Among these, fast approaching the status of tradition, is the annual light show at the Ayala Triangle Gardens. My siblings, children and, most importantly, our grandchild, paid a visit Wednesday evening and amid the rather well-behaved crowd, basked in the cheer and good feelings of the show that combined the power of music with the magic of twinkling lights. With the help of techno wizardry, the trees and bushes turned into living, pulsating beings, and even the smoke created by fog machines came alive with color and movement.
The grandchild was just over a year old last year when he first beheld the “Festival of Lights,” as this show is officially known, but this year, nearing two, he was much more responsive and was moved to “dance” to the catchy beat. I for one was happy just to watch him enjoy the sights, seeing everything “new” again through the eyes of a child.
Thanks to directors Voltaire de Jesus and Luther Gumia, and musical arrangers Jazz Nicholas and Mikey Amistoso of Watusi Manila, for creating this free showcase. And to Ayala Land and its copresenters, of course, for making this respite from our holiday obligations and the resultant traffic available, for free, to the city’s harassed populace. Taking an hour or so to mingle in shared celebration, with one’s loved ones close by, that, too, is a Christmas gift for adults in this season.
Much to my regret, I missed “Ang Babae sa Septic Tank” when it made its local commercial run, and so I resolved not to miss this time around “Ang Babae sa Septic Tank 2,” subtitled, with not a little irony, “#Forever is Not Enough.”
That hashtag is actually the title of a sappy pop song that Eugene Domingo, playing herself, or a hyper-diva version of herself, plays on a ukulele to convince her director Rainier (Kean Cipriano) to employ it as the “theme song” of his opus.

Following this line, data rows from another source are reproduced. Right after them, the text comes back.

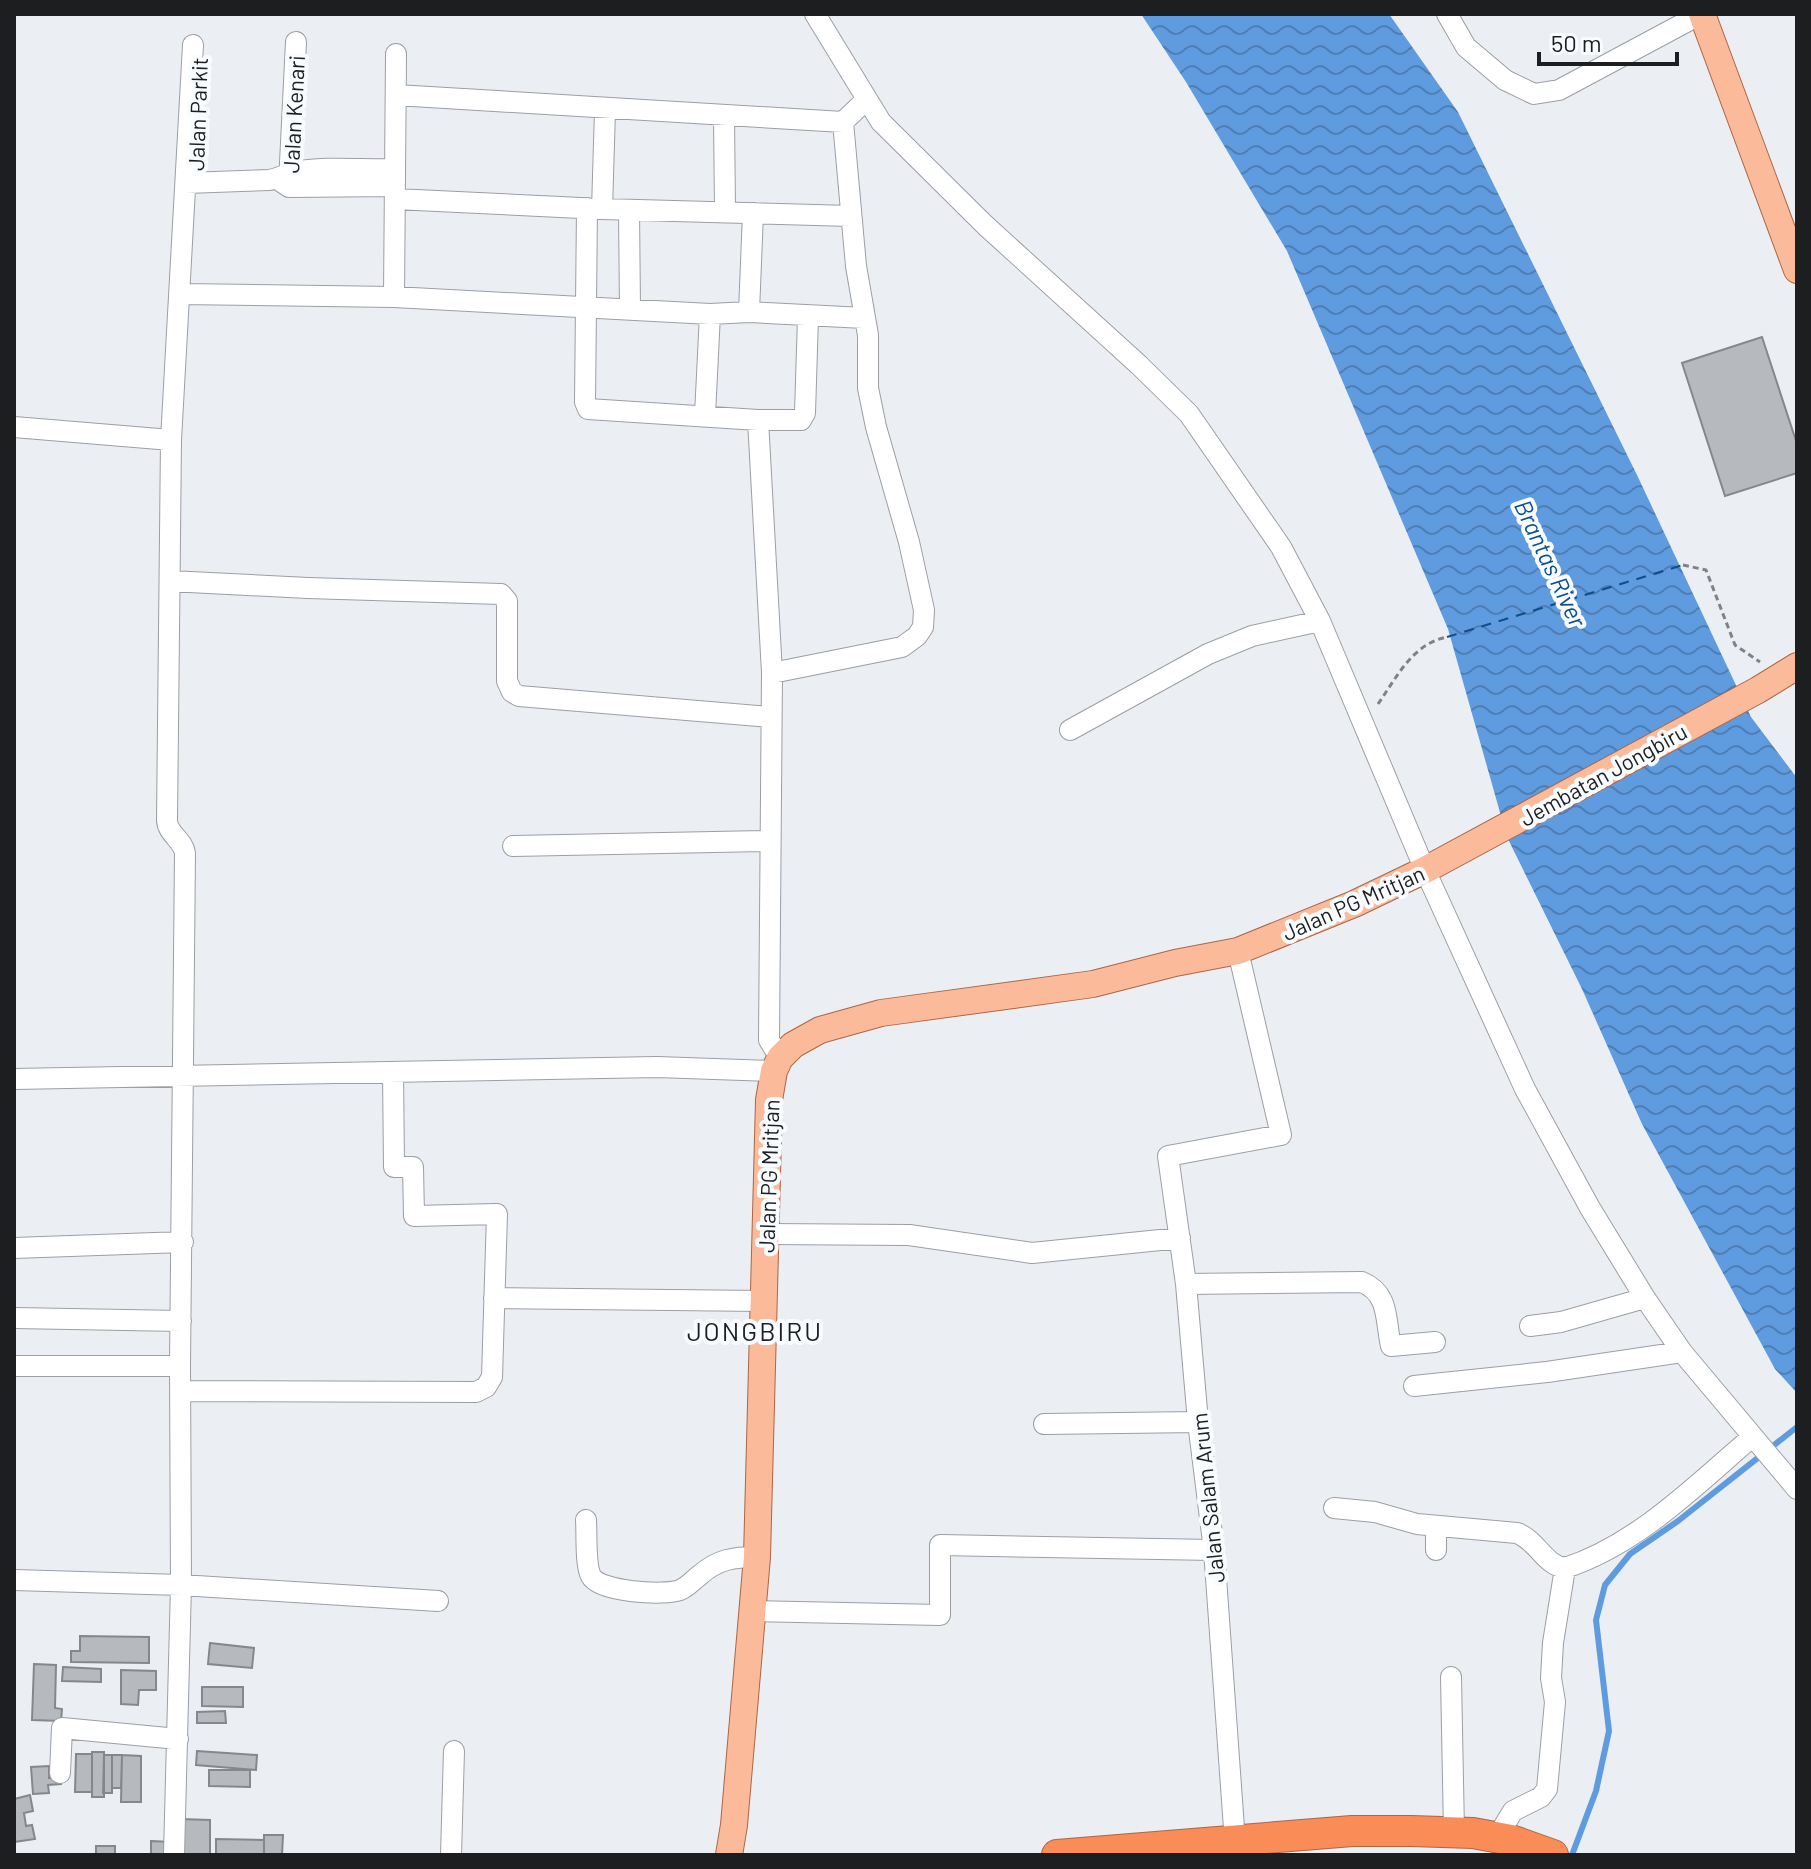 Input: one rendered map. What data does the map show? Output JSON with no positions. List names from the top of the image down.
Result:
{
  "streets": {
    "main road": ["Jembatan Jongbiru", "Jalan PG Mritjan"],
    "street": ["Jalan Kenari", "Jalan Salam Arum"]
  },
  "crossings": [
    ["Jembatan Jongbiru", "Jalan PG Mritjan"],
    ["Jalan PG Mritjan", "Jalan Salam Arum"]
  ],
  "districts": ["JONGBIRU"],
  "water": ["Brantas River"],
  "scale_bar": "50 m"
}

Domingo and Rainier and their team had previously worked together on an “indie” film called “Walang Wala” (“Absolutely Nothing”), the purported movie being filmed in “Septic Tank 1,” and while the movie won a slew of awards, it barely had an audience when shown locally. This is why the actress seems bent on departing “indie” territory for the more viable ground of commercial filmmaking, specifically rom-coms. Rainier happens to have conceptualized and written his proposed movie as a fictionalized account of his own romance and marriage, now teetering on the brink of destruction, so the actress’ demands rankle. But as Domingo points out: “If your marriage is in trouble, you go home and save it. You don’t make a movie!”
Directed by Marlon Rivera and written by Chris Martinez, “Septic Tank 2” elicits guffaws with its clever mash up of the fictional and all-too-real.

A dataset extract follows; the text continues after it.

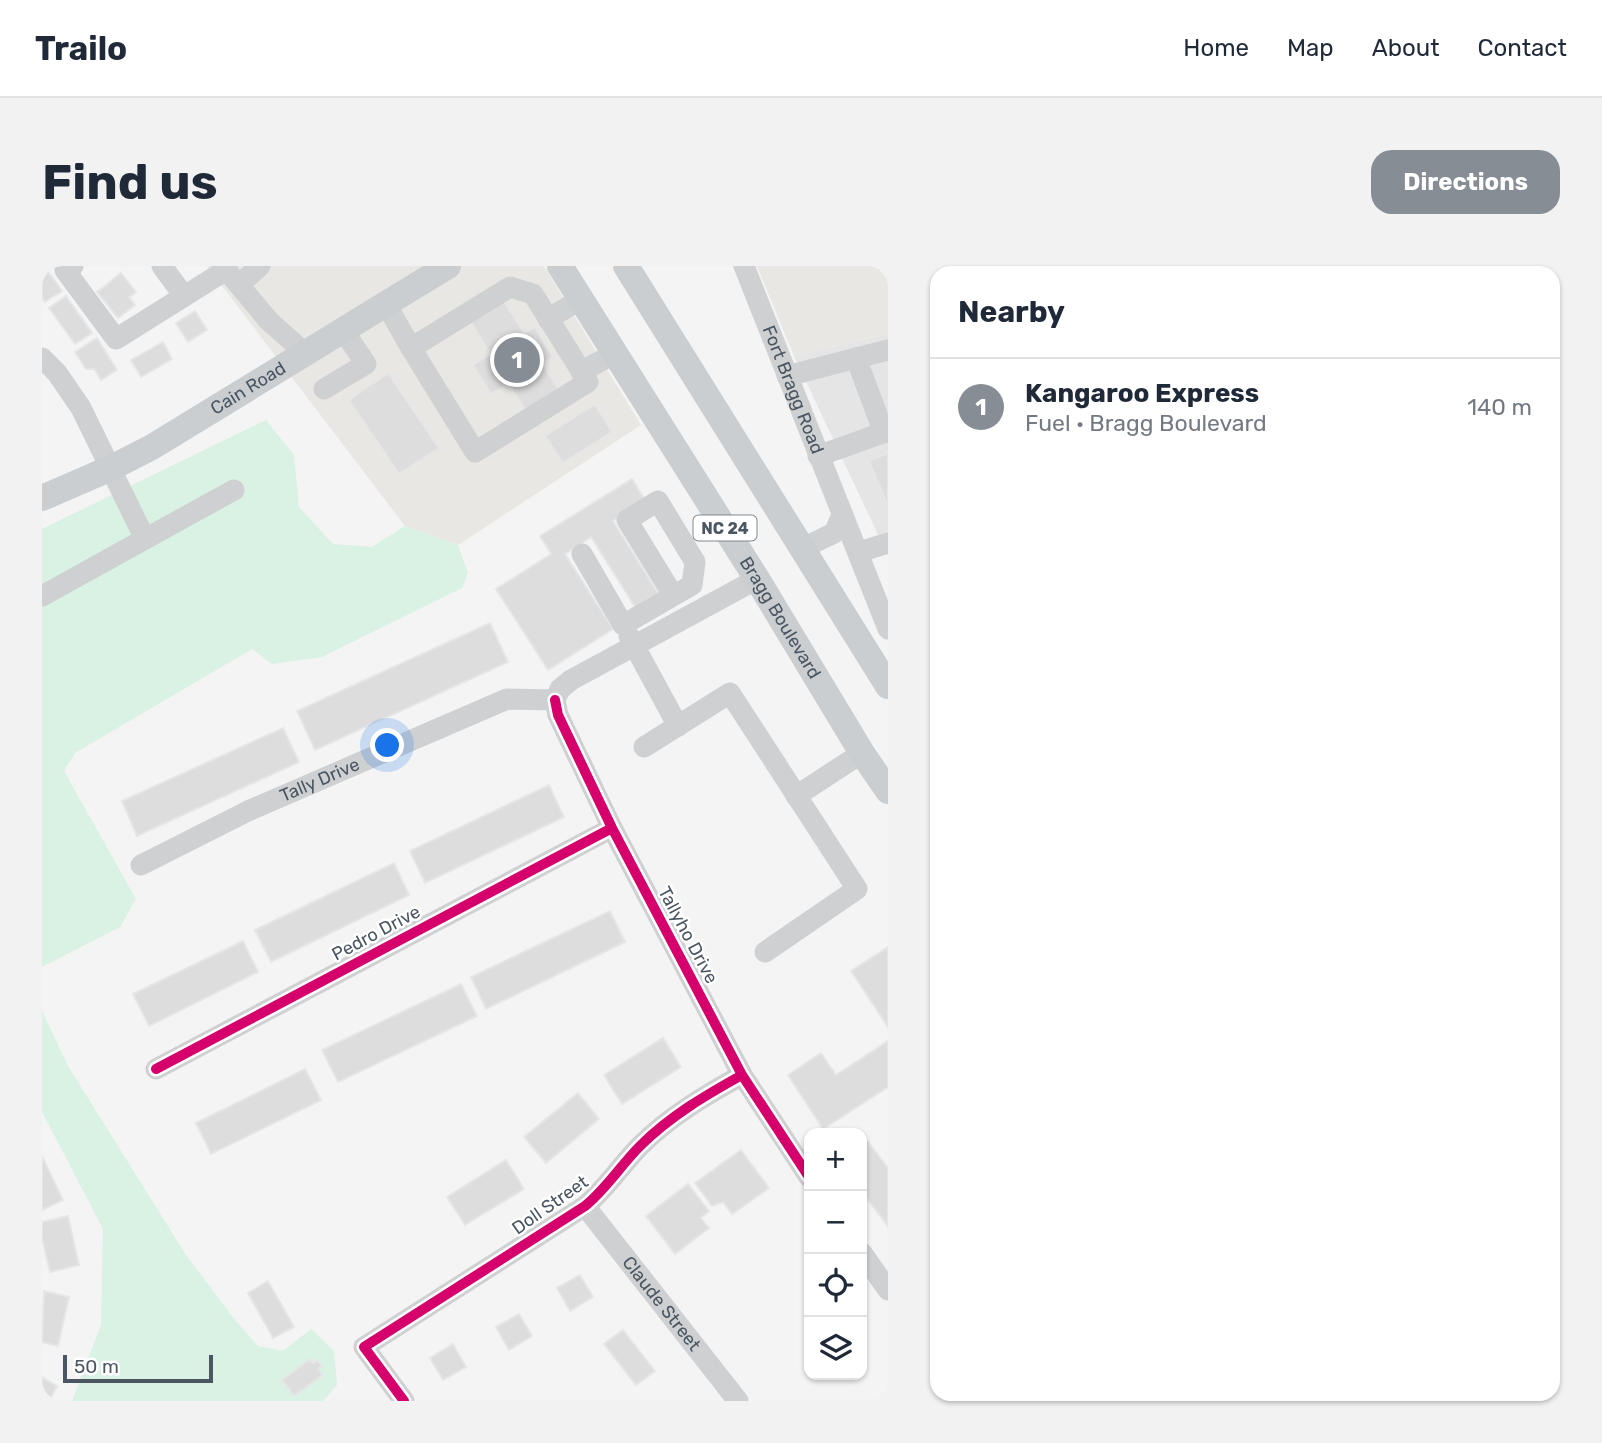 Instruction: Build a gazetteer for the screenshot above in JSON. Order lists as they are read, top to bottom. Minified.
{"streets":{"main road":["Cain Road","NC 24","Bragg Boulevard"],"street":["Fort Bragg Road","Tally Drive","Pedro Drive","Tallyho Drive","Doll Street","Claude Street"]},"crossings":[["Tally Drive","Tallyho Drive"],["Pedro Drive","Tallyho Drive"],["Tallyho Drive","Doll Street"],["Doll Street","Claude Street"]],"scale_bar":"50 m","page":{"header":"Trailo","nav":["Home","Map","About","Contact"],"buttons":"Directions","title":"Find us","heading":"Nearby","pins":"1","list":[{"mark":"1","name":"Kangaroo Express","note":"Fuel · Bragg Boulevard","value":"140 m"}],"map_buttons":["+","−"],"scale":"50 m"}}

The diva star insists on a younger and younger leading man, from the venerable Joel Torre to heartthrob Jericho Rosales to finally, the teener Iñigo Pascual, himself the son of another heartthrob, Piolo Pascual. There are clever, cheeky references to the most popular lines from local rom-coms, illustrated in an extended monologue by Domingo on the three kinds of “hugot” lines, that is, painfully searing bits of dialogue that often become a movie’s signature moment. If only for this lesson on acting and dialogue, Domingo deserves in my book the award for best (overacting) actress!
I think our local film industry is fast approaching maturity when it makes room for send-ups like “Septic Tank” that poke fun at the most commercial and predictable, indeed formulaic approaches to filmmaking that nonetheless sends audiences swooning and trooping to theaters.
It’s a reality that has just been swatted on the nose by the decision of the MMFF organizers to go for more independent and indeed iconoclastic works. And judging by the crowd gathered not just at the theater showing “Septic Tank” but also in all the other outlets for MMFF movies, the audience is getting the message.